This is an alternative to the osccal routine in osccal.c. It has the advantage
that the synchronization is done continuously and that it has more compact
code size. The disadvantages are slow synchronization (it may take a while
until the driver works), that messages immediately after the SOF pulse may be
lost (and need to be retried by the host) and that the interrupt is on D-
contrary to most examples.
You may want to store a good calibration value in EEPROM for the next startup.
You know that the calibration value is good when the first USB message is
received. Do not store the value on every received message because the EEPROM
has a limited endurance.
Notes:
(*) You must declare the global character variable "lastTimer0Value" in your
main code.
(*) Timer 0 must be free running (not written by your code) and the prescaling
must be consistent with the TIMER0_PRESCALING define.

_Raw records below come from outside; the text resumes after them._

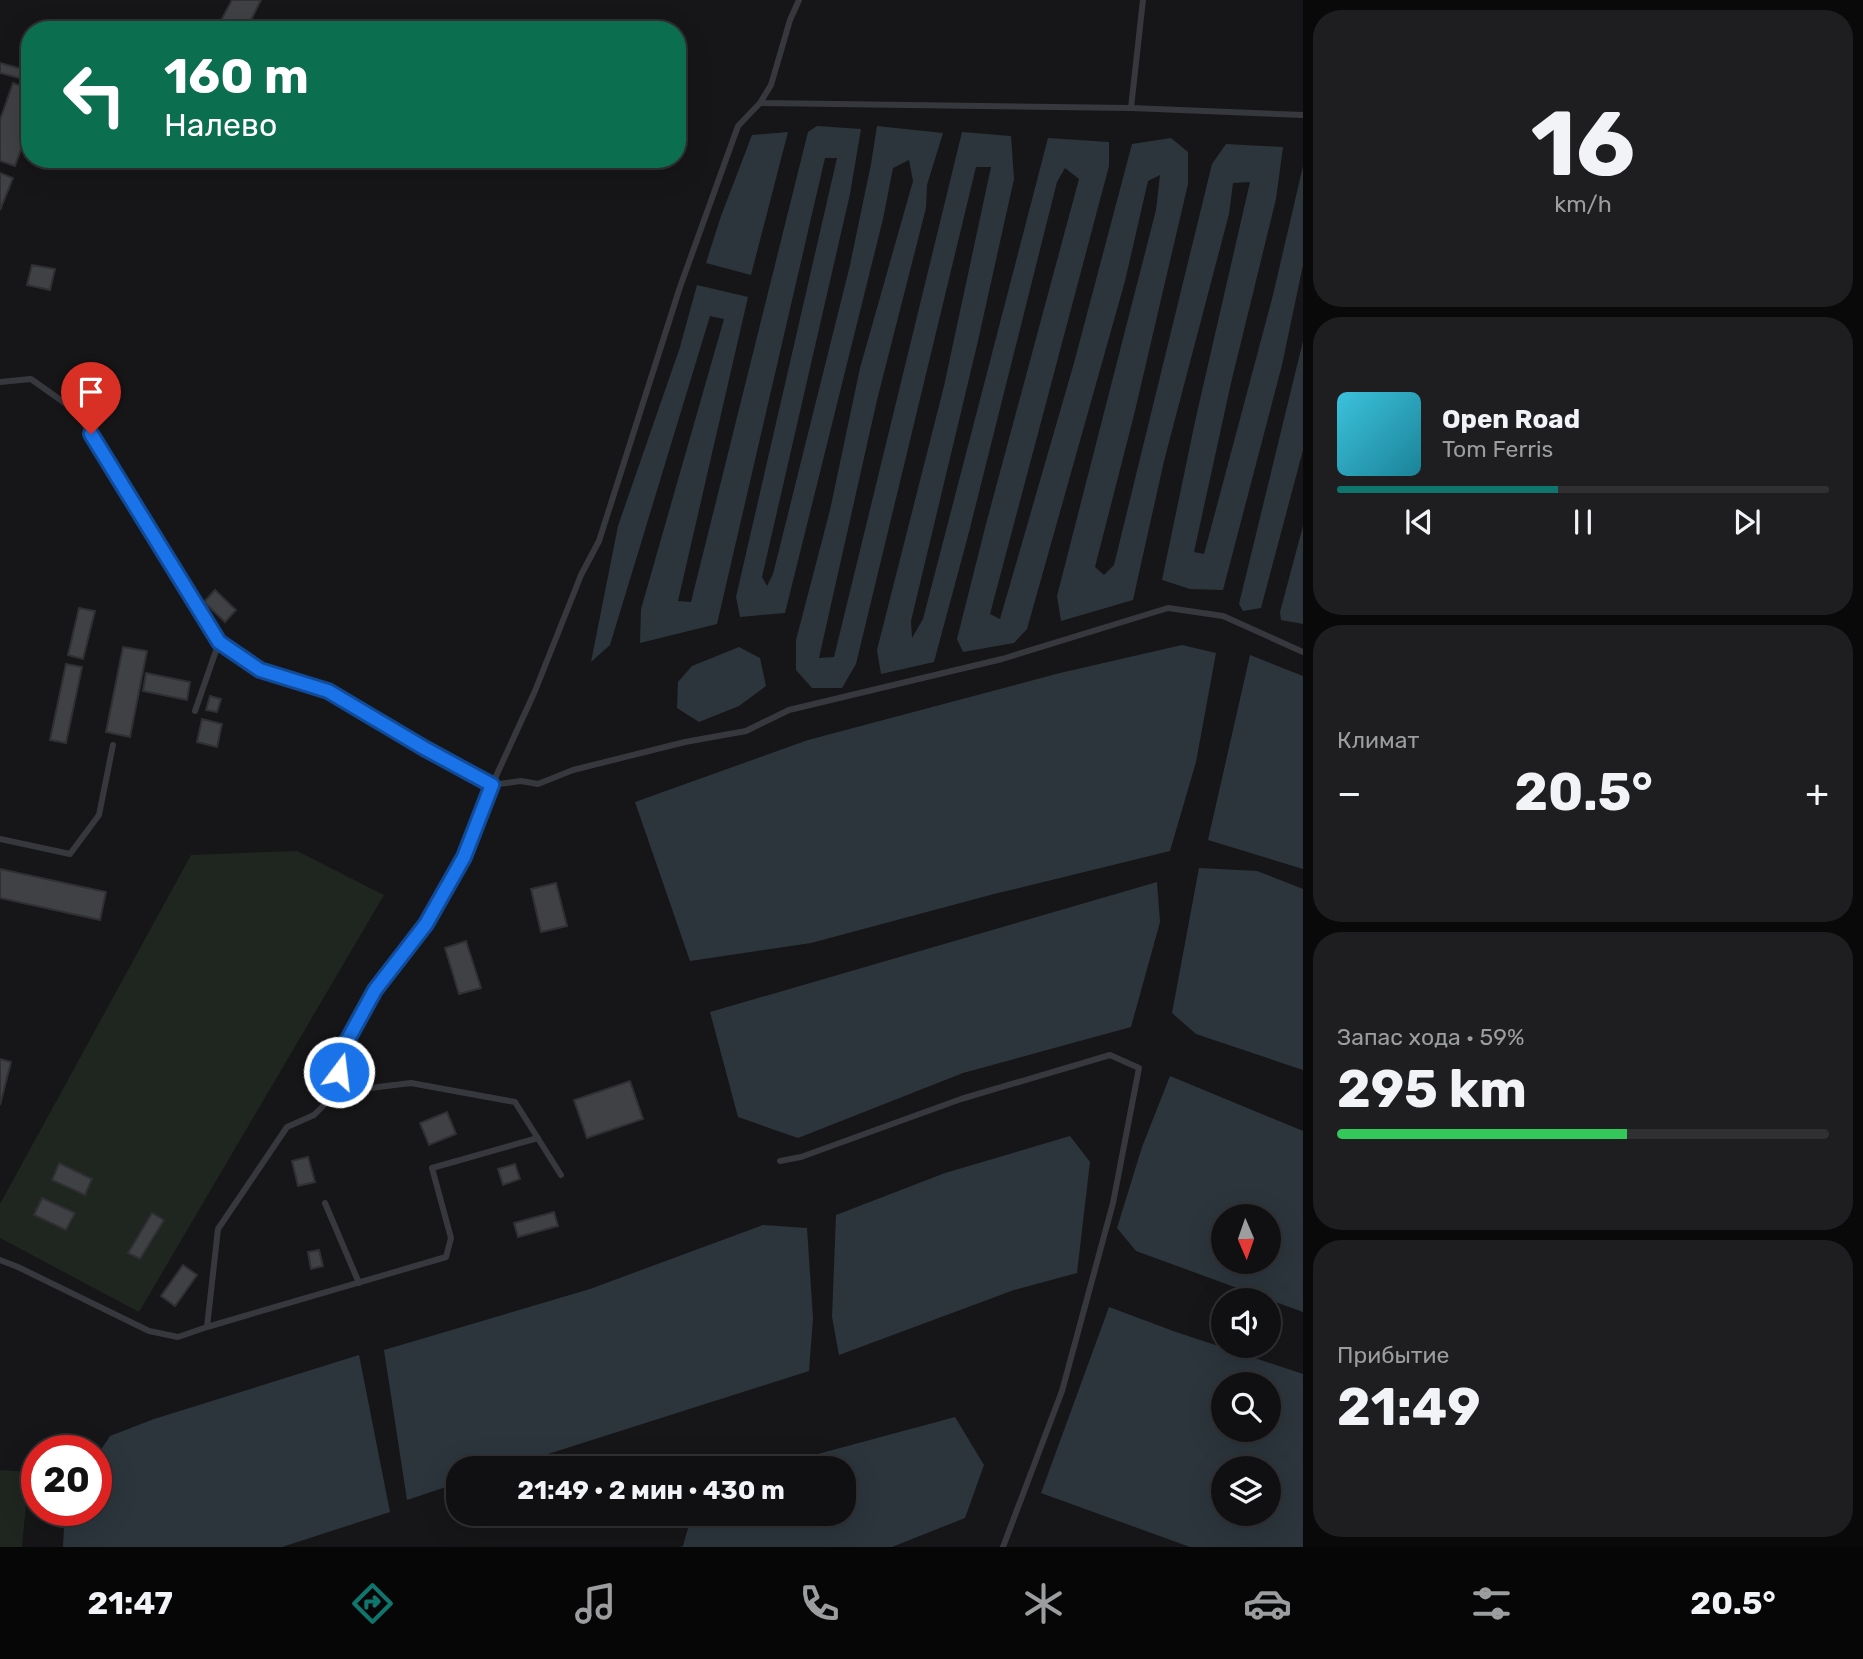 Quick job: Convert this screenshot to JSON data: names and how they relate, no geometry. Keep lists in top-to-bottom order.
{
  "north": "bottom",
  "page": {
    "tile": [
      ["16", "km/h"],
      "Климат",
      ["Запас хода · 59%", "295 km"],
      ["Прибытие", "21:49"]
    ],
    "turn": ["160 m", "Налево"],
    "song": ["Open Road", "Tom Ferris"],
    "heat": ["−", "20.5°", "+"],
    "limit": "20",
    "trip": "21:49 · 2 мин · 430 m",
    "tabs": ["21:47", "20.5°"]
  }
}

(*) Good values for Timer 0 prescaling depend on how precise the clock must
be tuned and how far away from the default clock rate the target clock is.

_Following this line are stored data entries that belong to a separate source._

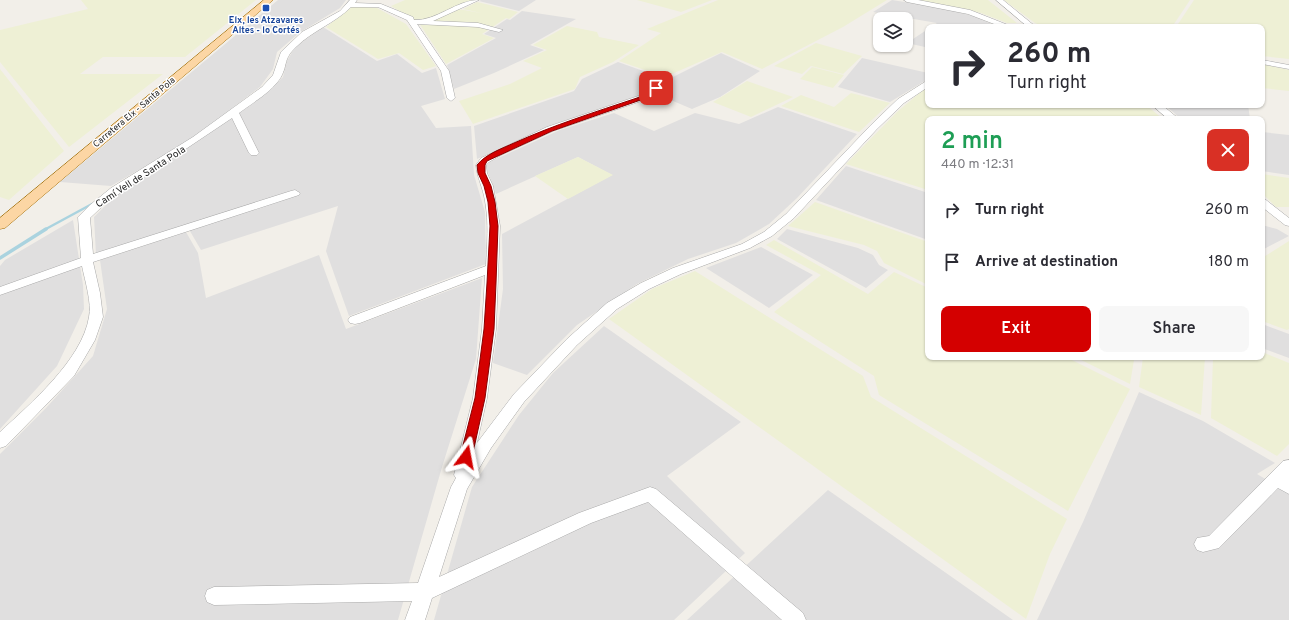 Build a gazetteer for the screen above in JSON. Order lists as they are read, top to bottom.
{
  "streets": {
    "main road": ["Carretera Elx - Santa Pola"],
    "street": ["Camí Vell de Santa Pola"]
  },
  "places": {
    "transit": ["Elx, les Atzavares Altes - lo Cortés"]
  },
  "page": {
    "turn": ["260 m", "Turn right"],
    "heading": ["2 min", "440 m · 12:31"],
    "list": [
      {
        "name": "Turn right",
        "value": "260 m"
      },
      {
        "name": "Arrive at destination",
        "value": "180 m"
      }
    ],
    "buttons": ["Exit", "Share"]
  }
}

For precise tuning, choose a low prescaler factor, for a broad range of tuning
choose a high one. A prescaler factor of 64 is good for the entire OSCCAL
range and allows a precision of better than +/-1%. A prescaler factor of 8
allows tuning to slightly more than +/-6% of the default frequency and is
more precise than one step of OSCCAL. It is therefore not suitable to tune an
8 MHz oscillator to 12.5 MHz.
Thanks to Henrik Haftmann for the idea to this routine!
*/
#define TIMER0_PRESCALING 64 /* must match the configuration for TIMER0 in main */
#define TOLERATED_DEVIATION_PPT 5 /* max clock deviation before we tune in 1/10 % */
/* derived constants: */
#define EXPECTED_TIMER0_INCREMENT ((F_CPU / (1000 * TIMER0_PRESCALING)) & 0xff)

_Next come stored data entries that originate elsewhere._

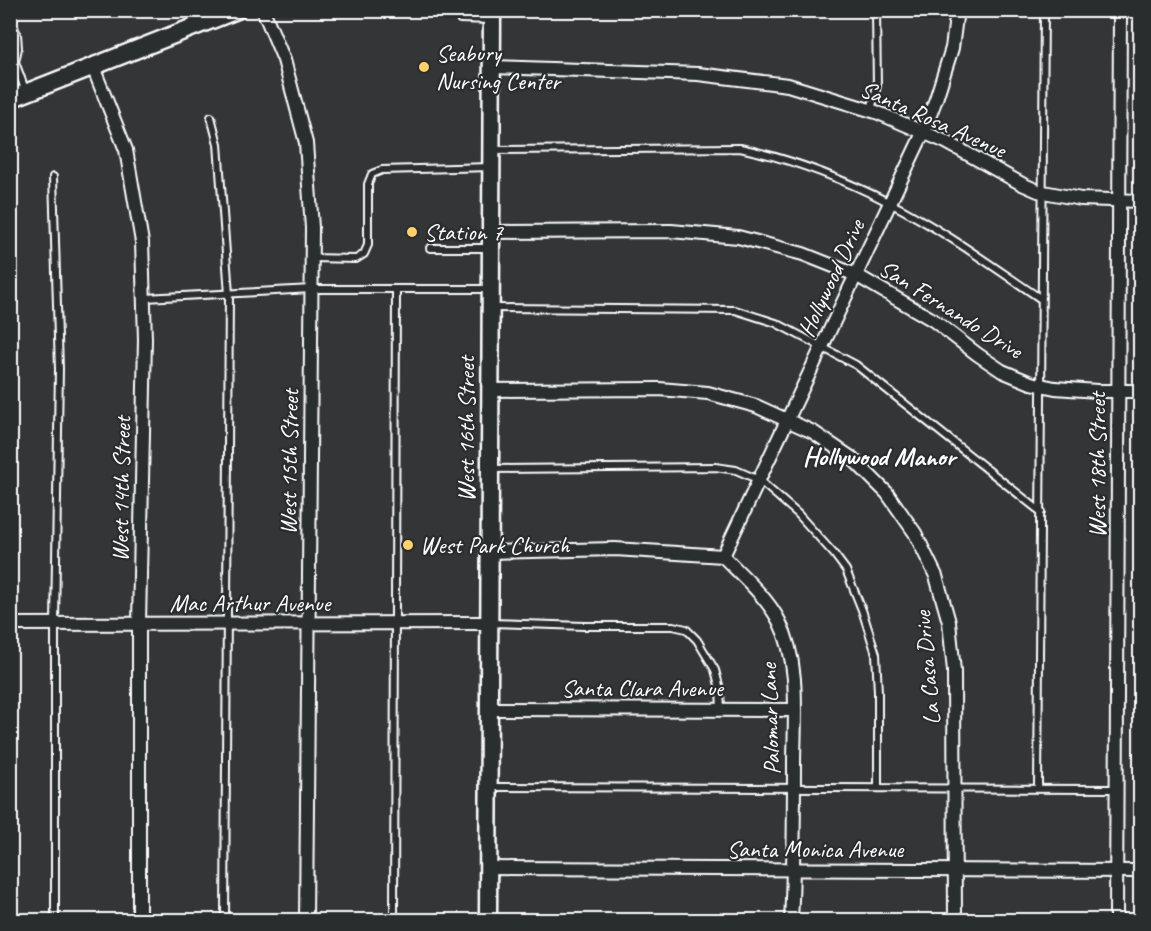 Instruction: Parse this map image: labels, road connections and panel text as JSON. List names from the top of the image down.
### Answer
{
  "streets": {
    "main road": ["West 16th Street"],
    "street": [
      "Santa Rosa Avenue",
      "Hollywood Drive",
      "San Fernando Drive",
      "West 15th Street",
      "West 18th Street",
      "West 14th Street",
      "Mac Arthur Avenue",
      "La Casa Drive",
      "Santa Clara Avenue",
      "Palomar Lane",
      "Santa Monica Avenue"
    ]
  },
  "crossings": [
    ["Santa Rosa Avenue", "Hollywood Drive"],
    ["Santa Rosa Avenue", "West 16th Street"],
    ["Santa Rosa Avenue", "West 18th Street"],
    ["Hollywood Drive", "San Fernando Drive"],
    ["Hollywood Drive", "La Casa Drive"],
    ["Hollywood Drive", "Palomar Lane"],
    ["San Fernando Drive", "West 16th Street"],
    ["San Fernando Drive", "West 18th Street"],
    ["West 16th Street", "Mac Arthur Avenue"],
    ["West 16th Street", "La Casa Drive"],
    ["West 16th Street", "Santa Clara Avenue"],
    ["West 16th Street", "Santa Monica Avenue"],
    ["West 15th Street", "Mac Arthur Avenue"],
    ["West 18th Street", "Santa Monica Avenue"],
    ["West 14th Street", "Mac Arthur Avenue"],
    ["La Casa Drive", "Santa Monica Avenue"],
    ["Santa Clara Avenue", "Palomar Lane"],
    ["Palomar Lane", "Santa Monica Avenue"]
  ],
  "districts": ["Hollywood Manor"],
  "places": ["Seabury Nursing Center", "Station 7", "West Park Church"]
}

#define TOLERATED_DEVIATION (TOLERATED_DEVIATION_PPT * F_CPU / (1000000 * TIMER0_PRESCALING))
#ifdef __ASSEMBLER__
macro tuneOsccal
push YH ;[0]
in YL, TCNT0 ;[2]
lds YH, lastTimer0Value ;[3]
sts lastTimer0Value, YL ;[5]
sub YL, YH ;[7] time passed since last frame
subi YL, EXPECTED_TIMER0_INCREMENT ;[8]
#if OSCCAL > 0x3f /* outside I/O addressable range */
lds YH, OSCCAL ;[6]
#else
in YH, OSCCAL ;[6] assembler modle uses __SFR_OFFSET == 0
#endif
cpi YL, TOLERATED_DEVIATION + 1 ;[10]
brmi notTooHigh ;[11]
subi YH, 1 ;[12] clock rate was too high
; brcs tuningOverflow ; optionally check for overflow
rjmp osctuneDone ;[13]
notTooHigh:
cpi YL, -TOLERATED_DEVIATION ;[13]
brpl osctuneDone ;[14] not too low
inc YH ;[15] clock rate was too low
; breq tuningOverflow ; optionally check for overflow
osctuneDone:
#if OSCCAL > 0x3f /* outside I/O addressable range */
sts OSCCAL, YH ;[12-13] store tuned value
#else
out OSCCAL, YH ;[12-13] store tuned value
#endif
tuningOverflow:
pop YH ;[17]
endm ;[19] max number of cycles
#endif
#define USB_SOF_HOOK tuneOsccal